Jonathan Watt jwatt at jwatt.org
Sun Sep 6 08:26:22 CDT 2009


On 2009-09-06 6:22 AM, Patrick Mézard wrote:
> Jonathan Watt a écrit :
>> Hi list,
>>
>> I've been trying to teach some Mercurial newbies enough about hg to quickly get
>> them off the ground and be productive. One of the first significant hurdles
>> turns out to be pulling to keep up to date with the "central" repository when
>> they have local uncommitted changes in their working tree (groking mq appears to
>> be /way/ beyond them at this stage).
> 
> Or you can do it the normal way: let them finish their local work, commit and merge.

We found that when actively collaborating on a piece of work it was common for
people to want/need to get the changes someone else had pushed while working on
an unfinished patch that is not yet ready to commit. That's a problem
unfortunately, but something we have to deal with. Also, trying to teach merging
turned out to be a bridge too far at this point, just resulting in more
mistakes, confusion and frustration.

> And if you really insist on having a linear history, replace the merge step with a rebase call.

It turns out to be better to teach rebasing than merging, but much more because
everyone seemed to instinctively expect a merge to result in a changeset than
because of any desire to maintain linear history (I'd prefer merging actually).
The fact that merging does not create a changeset repeatedly tripped people up
and got them tied in knots as they went on to make further changes to their
working copy.

Honestly, from my experience the last week I'm convinced that making 'hg pull -u
--rebase' work with changes in the working copy would go a long way to avoiding
a lot of up front frustration for new users.
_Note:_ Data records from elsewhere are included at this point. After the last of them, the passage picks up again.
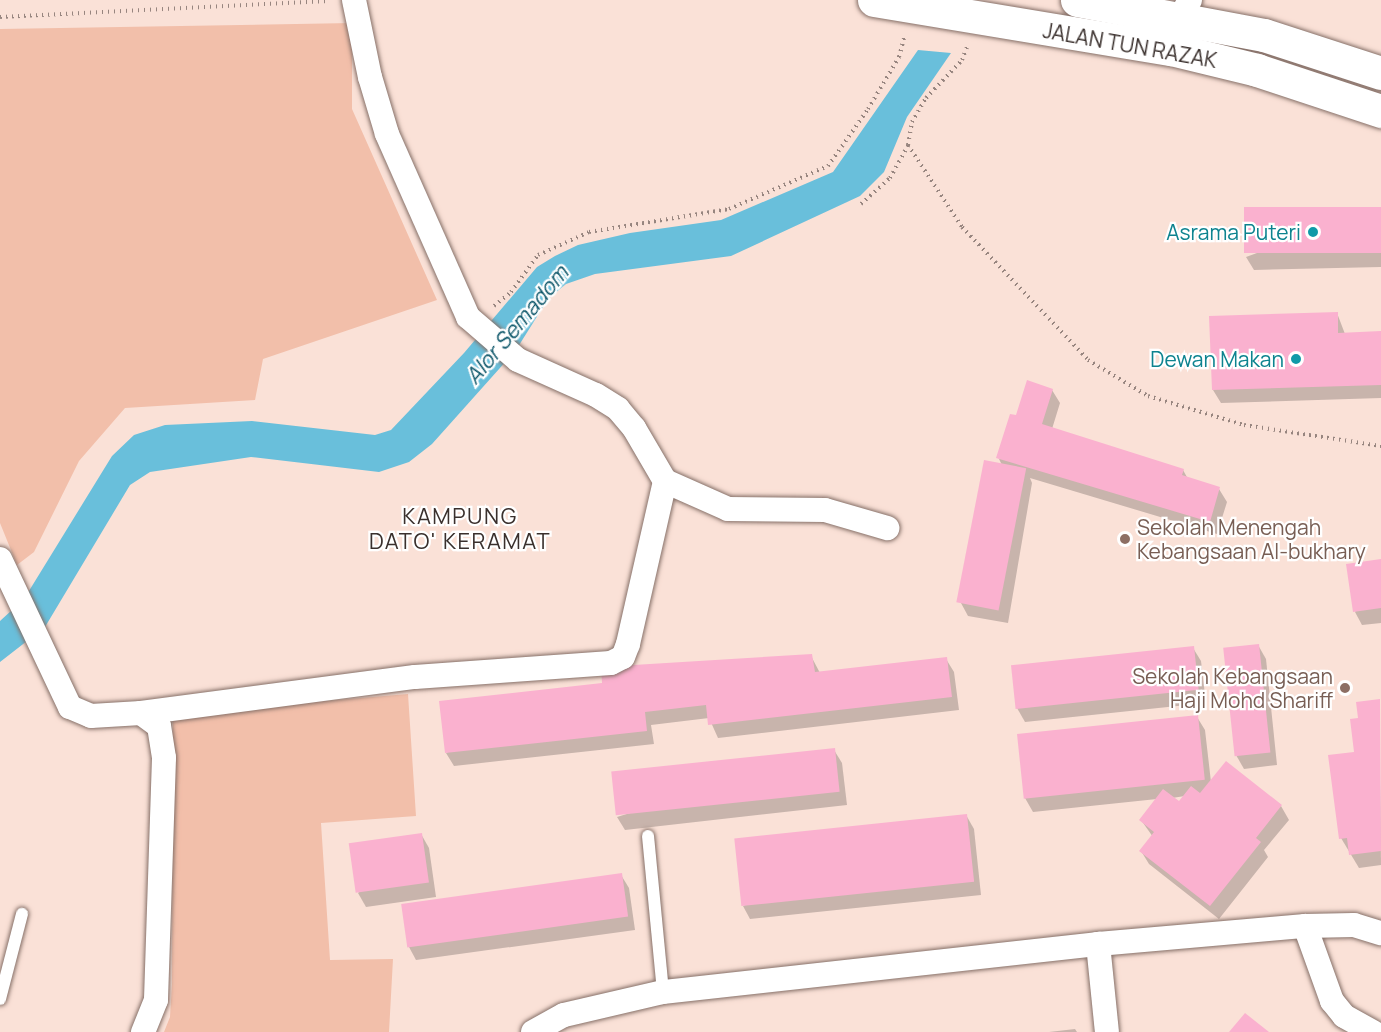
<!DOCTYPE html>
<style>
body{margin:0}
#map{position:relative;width:1381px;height:1032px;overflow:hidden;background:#fae1d7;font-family:Manrope,sans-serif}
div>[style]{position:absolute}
.green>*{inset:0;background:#f2bfaa}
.water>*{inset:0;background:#69bfdb}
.shadow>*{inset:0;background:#0003}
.building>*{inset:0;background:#fab1cf;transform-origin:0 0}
.path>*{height:4px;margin-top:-2px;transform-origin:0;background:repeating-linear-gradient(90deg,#97857f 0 1.5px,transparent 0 6px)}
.roads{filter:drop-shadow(0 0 2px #867068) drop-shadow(0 0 2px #867068)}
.lane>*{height:12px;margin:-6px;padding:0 6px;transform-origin:6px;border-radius:6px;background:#fff}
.street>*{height:24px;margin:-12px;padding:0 12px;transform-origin:12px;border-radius:12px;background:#fff}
.secondary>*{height:33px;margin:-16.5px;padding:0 16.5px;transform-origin:16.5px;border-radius:16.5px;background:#fff}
.dots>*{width:16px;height:16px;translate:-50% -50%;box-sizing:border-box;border:3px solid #fff;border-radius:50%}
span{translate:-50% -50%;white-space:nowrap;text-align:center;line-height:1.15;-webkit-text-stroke:4.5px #fff;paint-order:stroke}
.street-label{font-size:21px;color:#3a302d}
.culture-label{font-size:21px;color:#0d838f}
.right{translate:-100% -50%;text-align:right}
.education-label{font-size:21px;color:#785e54}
.left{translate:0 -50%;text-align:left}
.water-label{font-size:22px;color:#0f586b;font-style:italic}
.neighbourhood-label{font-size:22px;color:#3a302d;letter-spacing:1.5px}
</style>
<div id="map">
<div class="green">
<i style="clip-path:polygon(352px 23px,352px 109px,437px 300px,263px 359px,255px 400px,125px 408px,79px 461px,34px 552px,17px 565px,0 523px,0 29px)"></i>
<i style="clip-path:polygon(408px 694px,416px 816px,321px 823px,330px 960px,393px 959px,389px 1032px,164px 1032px,170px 1017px,172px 984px,173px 714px)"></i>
</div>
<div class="water">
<i style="clip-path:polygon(918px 50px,951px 53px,907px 117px,884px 172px,860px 196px,731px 256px,595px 274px,566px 284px,548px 299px,516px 350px,432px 444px,409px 462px,379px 472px,251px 457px,150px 472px,130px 485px,45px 627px,0 662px,0 621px,24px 599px,112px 456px,134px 435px,165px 425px,252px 421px,375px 435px,391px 430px,464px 353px,537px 267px,555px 256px,578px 245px,630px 233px,721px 220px,833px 172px)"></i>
</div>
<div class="shadow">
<i style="clip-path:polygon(1381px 208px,1381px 267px,1254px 270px,1246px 257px)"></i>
<i style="clip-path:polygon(1337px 313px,1345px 334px,1381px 333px,1381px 398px,1221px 403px,1213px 390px)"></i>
<i style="clip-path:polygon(1052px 390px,1060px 403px,1052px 429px,1183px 470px,1188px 479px,1219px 489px,1227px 502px,1217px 534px,1030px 478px,1032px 483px,1008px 623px,968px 616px,961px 603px,1002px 465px,998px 457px,1017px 417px)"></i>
<i style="clip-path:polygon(1381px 561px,1381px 623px,1362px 625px,1355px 612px)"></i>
<i style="clip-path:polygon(1258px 645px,1266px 659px,1277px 765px,1244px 769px,1236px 755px)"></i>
<i style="clip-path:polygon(1193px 648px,1201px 661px,1206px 703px,1025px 722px,1017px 708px)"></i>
<i style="clip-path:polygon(811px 656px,820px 673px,946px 659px,954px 672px,959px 710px,718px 738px,709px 718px,651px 725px,654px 744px,454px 766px,446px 753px,604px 684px)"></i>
<i style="clip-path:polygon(1379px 701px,1381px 865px,1359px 868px,1341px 838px,1360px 719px)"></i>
<i style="clip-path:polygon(evenodd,1197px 717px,1205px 730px,1211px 782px,1281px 806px,1289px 820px,1264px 850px,1268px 857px,1219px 919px,1149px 864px,1141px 851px,1153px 837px,1141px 820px,1157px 799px,1033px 812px,1025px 798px,1197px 717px,1185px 796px,1179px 803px,1172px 798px,1185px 796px)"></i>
<i style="clip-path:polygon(834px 750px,842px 763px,847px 805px,625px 830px,617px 817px)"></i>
<i style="clip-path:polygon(966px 815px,974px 829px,981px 895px,750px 919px,743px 906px)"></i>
<i style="clip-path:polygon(421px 834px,429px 848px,436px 897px,366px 907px,358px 893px)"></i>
<i style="clip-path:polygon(621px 875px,629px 888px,635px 930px,416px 960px,409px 947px)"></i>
<i style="clip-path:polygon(1075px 1029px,1077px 1032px,1049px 1032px)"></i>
</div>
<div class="building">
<i style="left:1381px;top:207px;width:46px;height:137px;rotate:90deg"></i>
<i style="clip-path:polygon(1338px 312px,1338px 333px,1381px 331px,1381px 385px,1212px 390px,1209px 316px)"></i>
<i style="clip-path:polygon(1027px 380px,1053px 389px,1042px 424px,1184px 469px,1182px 475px,1220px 487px,1210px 522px,996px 458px,1010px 414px,1016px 415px)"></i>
<i style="left:984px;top:460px;width:43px;height:145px;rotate:11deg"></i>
<i style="clip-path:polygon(1381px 559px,1381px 608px,1353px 612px,1346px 564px)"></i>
<i style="left:1259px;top:644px;width:109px;height:36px;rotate:84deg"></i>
<i style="left:1194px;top:646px;width:44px;height:184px;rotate:84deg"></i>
<i style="clip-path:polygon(812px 654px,815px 672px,947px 657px,952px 697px,708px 725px,706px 705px,645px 712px,647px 731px,445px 753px,439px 701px,602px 683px,601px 667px)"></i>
<i style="clip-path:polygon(1380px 699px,1381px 851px,1349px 855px,1347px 838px,1339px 839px,1328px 755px,1354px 752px,1350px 719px,1358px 718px,1356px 702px)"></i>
<i style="left:1198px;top:715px;width:65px;height:182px;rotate:84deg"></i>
<i style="left:835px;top:748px;width:44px;height:225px;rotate:84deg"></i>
<i style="clip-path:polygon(1226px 761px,1282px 805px,1256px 838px,1261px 842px,1210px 906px,1139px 851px,1154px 832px,1139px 820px,1163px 789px,1179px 801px,1191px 786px,1200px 793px)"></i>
<i style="left:967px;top:814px;width:68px;height:234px;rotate:84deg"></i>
<i style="left:422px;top:833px;width:50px;height:74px;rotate:82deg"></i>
<i style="left:622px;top:873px;width:44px;height:223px;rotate:82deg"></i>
<i style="clip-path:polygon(1245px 1013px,1269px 1032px,1229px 1032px)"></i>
</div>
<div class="path">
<i style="left:0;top:17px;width:330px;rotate:-2.8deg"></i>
<i style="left:908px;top:145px;width:98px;rotate:56.6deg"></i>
<i style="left:962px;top:227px;width:183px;rotate:46.5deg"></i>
<i style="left:1088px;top:360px;width:70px;rotate:31deg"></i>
<i style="left:1148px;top:396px;width:100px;rotate:16.8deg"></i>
<i style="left:1244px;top:425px;width:139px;rotate:8.7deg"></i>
<i style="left:861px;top:204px;width:39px;rotate:-42deg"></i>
<i style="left:890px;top:178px;width:38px;rotate:-61deg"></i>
<i style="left:908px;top:145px;width:23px;rotate:-80deg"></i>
<i style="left:912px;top:122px;width:28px;rotate:-60deg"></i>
<i style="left:926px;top:98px;width:52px;rotate:-46.5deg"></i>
<i style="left:962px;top:60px;width:17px;rotate:-69deg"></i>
<i style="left:494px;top:306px;width:22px;rotate:-39deg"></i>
<i style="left:511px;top:292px;width:46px;rotate:-53.9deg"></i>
<i style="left:538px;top:255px;width:56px;rotate:-24.3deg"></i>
<i style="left:589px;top:232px;width:142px;rotate:-9.3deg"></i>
<i style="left:729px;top:209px;width:108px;rotate:-23.5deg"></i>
<i style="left:828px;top:166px;width:70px;rotate:-54.9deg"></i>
<i style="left:868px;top:109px;width:61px;rotate:-59.2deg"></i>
<i style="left:899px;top:57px;width:23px;rotate:-75deg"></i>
</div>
<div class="roads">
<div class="lane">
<i style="left:648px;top:836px;width:157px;rotate:84.5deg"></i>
<i style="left:0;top:999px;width:88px;rotate:-75.5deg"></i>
</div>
<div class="street">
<i style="left:354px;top:0;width:79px;rotate:78.3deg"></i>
<i style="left:370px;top:77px;width:59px;rotate:73.4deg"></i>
<i style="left:387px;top:134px;width:200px;rotate:66.1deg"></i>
<i style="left:468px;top:317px;width:66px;rotate:40.7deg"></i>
<i style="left:518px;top:360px;width:85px;rotate:24.2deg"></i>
<i style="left:596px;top:395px;width:26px;rotate:32deg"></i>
<i style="left:618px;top:409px;width:25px;rotate:50deg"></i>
<i style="left:634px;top:428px;width:61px;rotate:59.7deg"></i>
<i style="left:665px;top:481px;width:69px;rotate:24deg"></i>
<i style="left:728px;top:509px;width:97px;rotate:0.6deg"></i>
<i style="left:825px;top:510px;width:65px;rotate:16.2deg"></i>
<i style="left:1179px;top:19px;width:22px;rotate:-60deg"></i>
<i style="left:0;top:559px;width:164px;rotate:64.7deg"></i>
<i style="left:70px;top:707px;width:23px;rotate:23deg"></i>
<i style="left:91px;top:716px;width:50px;rotate:-3.4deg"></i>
<i style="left:141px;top:713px;width:276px;rotate:-7.5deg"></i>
<i style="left:415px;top:677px;width:196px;rotate:-4.1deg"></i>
<i style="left:611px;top:663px;width:13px;rotate:-27deg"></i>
<i style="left:623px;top:657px;width:14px;rotate:-69deg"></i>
<i style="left:628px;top:644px;width:167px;rotate:-77.2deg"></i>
<i style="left:141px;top:713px;width:22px;rotate:36deg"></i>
<i style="left:159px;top:726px;width:32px;rotate:81deg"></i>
<i style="left:164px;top:758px;width:242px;rotate:91.9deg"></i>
<i style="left:156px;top:1000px;width:35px;rotate:112deg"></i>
<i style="left:1305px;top:926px;width:80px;rotate:70.2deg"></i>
<i style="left:1332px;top:1001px;width:19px;rotate:51deg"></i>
<i style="left:1344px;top:1016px;width:33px;rotate:29deg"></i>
<i style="left:1098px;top:944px;width:208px;rotate:-5deg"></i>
<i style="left:1305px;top:926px;width:49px;rotate:-1.2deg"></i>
<i style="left:1354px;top:925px;width:28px;rotate:17deg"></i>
<i style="left:533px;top:1032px;width:35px;rotate:-29deg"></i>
<i style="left:564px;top:1015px;width:102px;rotate:-13.1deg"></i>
<i style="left:663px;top:992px;width:438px;rotate:-6.3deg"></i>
<i style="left:1098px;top:944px;width:88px;rotate:84.2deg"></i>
</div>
<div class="secondary">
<i style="left:874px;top:0;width:301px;rotate:9.4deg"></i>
<i style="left:1171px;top:49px;width:89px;rotate:13.7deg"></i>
<i style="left:1257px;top:70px;width:131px;rotate:18.3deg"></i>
<i style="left:1077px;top:0;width:190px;rotate:10.6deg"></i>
<i style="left:1264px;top:35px;width:123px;rotate:18deg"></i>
</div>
</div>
<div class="dots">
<i style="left:1313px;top:232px;background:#0f9aa8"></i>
<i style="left:1296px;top:359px;background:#0f9aa8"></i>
<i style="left:1125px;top:539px;background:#8d6e63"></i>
<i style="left:1345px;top:688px;background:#8d6e63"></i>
</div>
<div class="street-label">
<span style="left:1130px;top:45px;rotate:10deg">JALAN TUN RAZAK</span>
</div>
<div class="culture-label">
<span class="right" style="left:1301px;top:232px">Asrama Puteri</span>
<span class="right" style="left:1284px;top:359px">Dewan Makan</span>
</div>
<div class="education-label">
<span class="left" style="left:1137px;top:539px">Sekolah Menengah<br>Kebangsaan Al-bukhary</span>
<span class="right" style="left:1333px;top:688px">Sekolah Kebangsaan<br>Haji Mohd Shariff</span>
</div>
<div class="water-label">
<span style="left:517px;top:325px;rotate:-50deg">Alor Semadom</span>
</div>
<div class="neighbourhood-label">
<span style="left:460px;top:529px">KAMPUNG<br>DATO' KERAMAT</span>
</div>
</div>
By allowing them to behave in a way
that feels a much more familiar to the cvs/svn way of working that some of them
are used to, it would be a great help in getting them started while the mental
model of how things work in a DVCS takes shape and starts to stick in their
minds. :-) As things stand I'm now a lot more worried than I was a week ago that
DVCS frustration is going to loose us significant numbers of the people that
would otherwise be interested in contributing (and cost us significant time in
helping the others out of the holes they get themselves into), so I'd be very
happy to see this change.

In about five hours time I leave on vacation and I'll have very limited Internet
access, so apologies in advance for any break in my participation on this thread.